Loch fossils show life harnessed sun and sex early on

Remote lochs along the west coast of Scotland are turning up new evidence about the origins of life on land.

A team of scientists exploring rocks around Loch Torridon have discovered the remarkably preserved remains of organisms that once lived on the bottom of ancient lake beds as long as a billion (1000 million) years ago.

These fossils illuminate a key moment in the history of evolution when life made the leap from tiny, simple bacterial (prokaryote) cells towards larger, more complex (eukaryotic) cells which would make photosynthesis and sexual reproduction possible. The team, from Oxford University, Sheffield University and Boston College, report their findings in this week’s Nature.

‘These new fossils show that the move toward complex algal cells living in lakes on land had started over a billion years ago, much earlier than had been thought,’ said Professor Martin Brasier of Oxford University’s Department of Earth Sciences, an author of the paper. ‘These new cells differ from their bacterial ancestors in that they have specialised structures including a nucleus, as well as mitochondria and chloroplasts – which are vital for photosynthesis. They also undergo sexual reproduction, leading to much more rapid rates of evolutionary turnover.’

Some of these ancient fossils are so finely ornamented, and so large and complex, that they are evidence for a surprisingly early start for the emergence of complex eukaryote cells on land.

Co-author Leila Battison of Oxford University said: 'What is exciting about these fossils is that they record the appearance of non-marine eukaryotic cells.
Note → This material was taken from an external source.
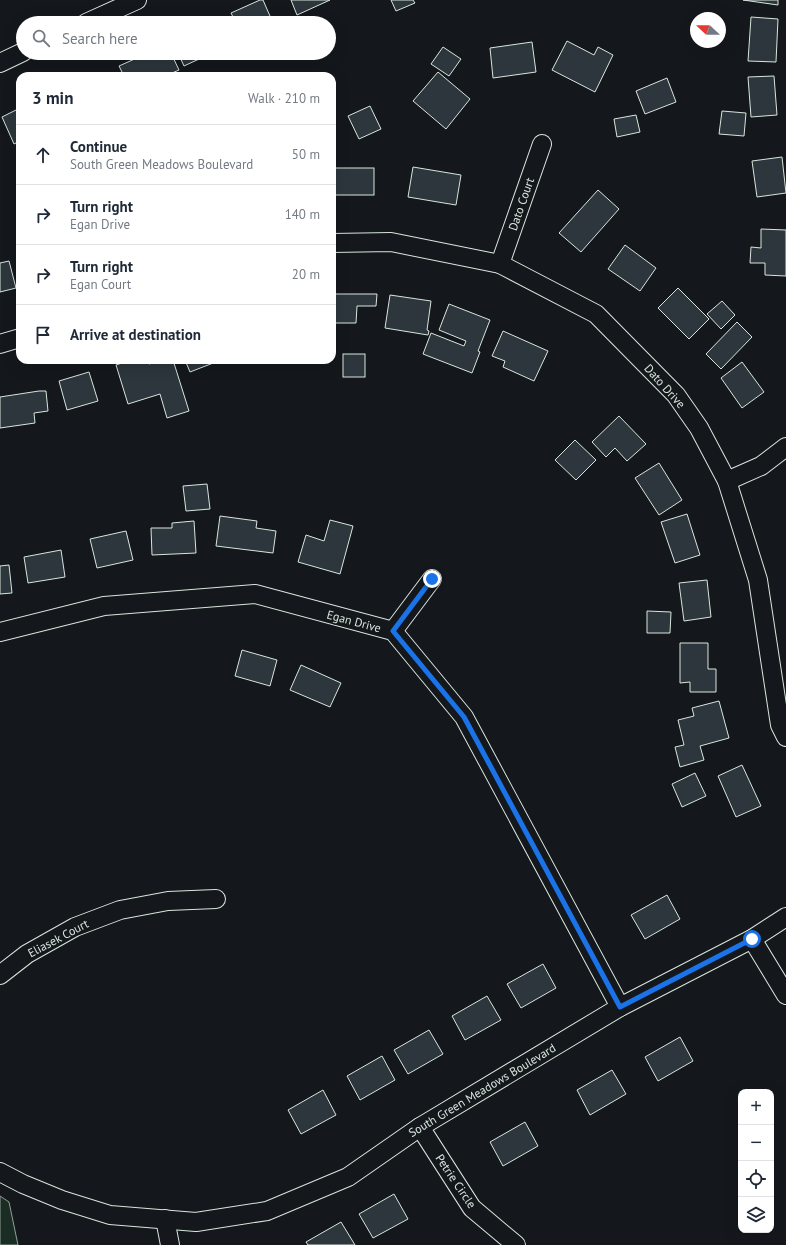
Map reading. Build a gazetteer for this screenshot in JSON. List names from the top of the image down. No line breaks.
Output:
{"streets":{"street":["Dato Court","Dato Drive","Egan Drive","Eliasek Court","South Green Meadows Boulevard","Petrie Circle"]},"crossings":[["Dato Court","Dato Drive"],["Egan Drive","South Green Meadows Boulevard"],["South Green Meadows Boulevard","Petrie Circle"]],"north":"left","page":{"search":"Search here","heading":["3 min","Walk · 210 m"],"list":[["Continue","South Green Meadows Boulevard","50 m"],["Turn right","Egan Drive","140 m"],["Turn right","Egan Court","20 m"],"Arrive at destination"],"map_buttons":["+","−"]}}
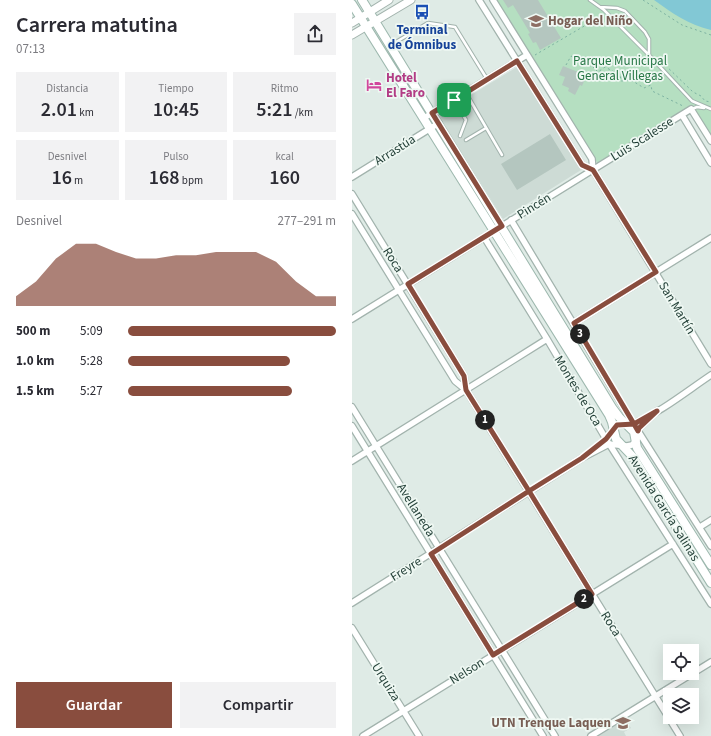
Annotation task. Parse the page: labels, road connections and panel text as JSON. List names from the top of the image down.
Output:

No fossils at all are found in non-marine rocks until around 450 million years ago, so this research extends the record of non-marine fossils by an extra 500 million years.' 

The researchers believe that it was from complex cells such as these that green algae and green land plants – everything from lettuce to larch trees – were able to evolve and colonise the land.

Dr Charles Wellman, Reader in Palaeobiology in the Department of Animal and Plant Sciences at the University of Sheffield, an author of the paper, said: ‘It is generally considered that life originated in the ocean and that the important developments in the early evolution of life took place in the marine environment: the origin of prokaryotes, eukaryotes, sex, multicellularity etc. During this time the continents are often considered to have been essentially barren of life - or at the most with an insignificant microbial biota dominated by cyanobacteria.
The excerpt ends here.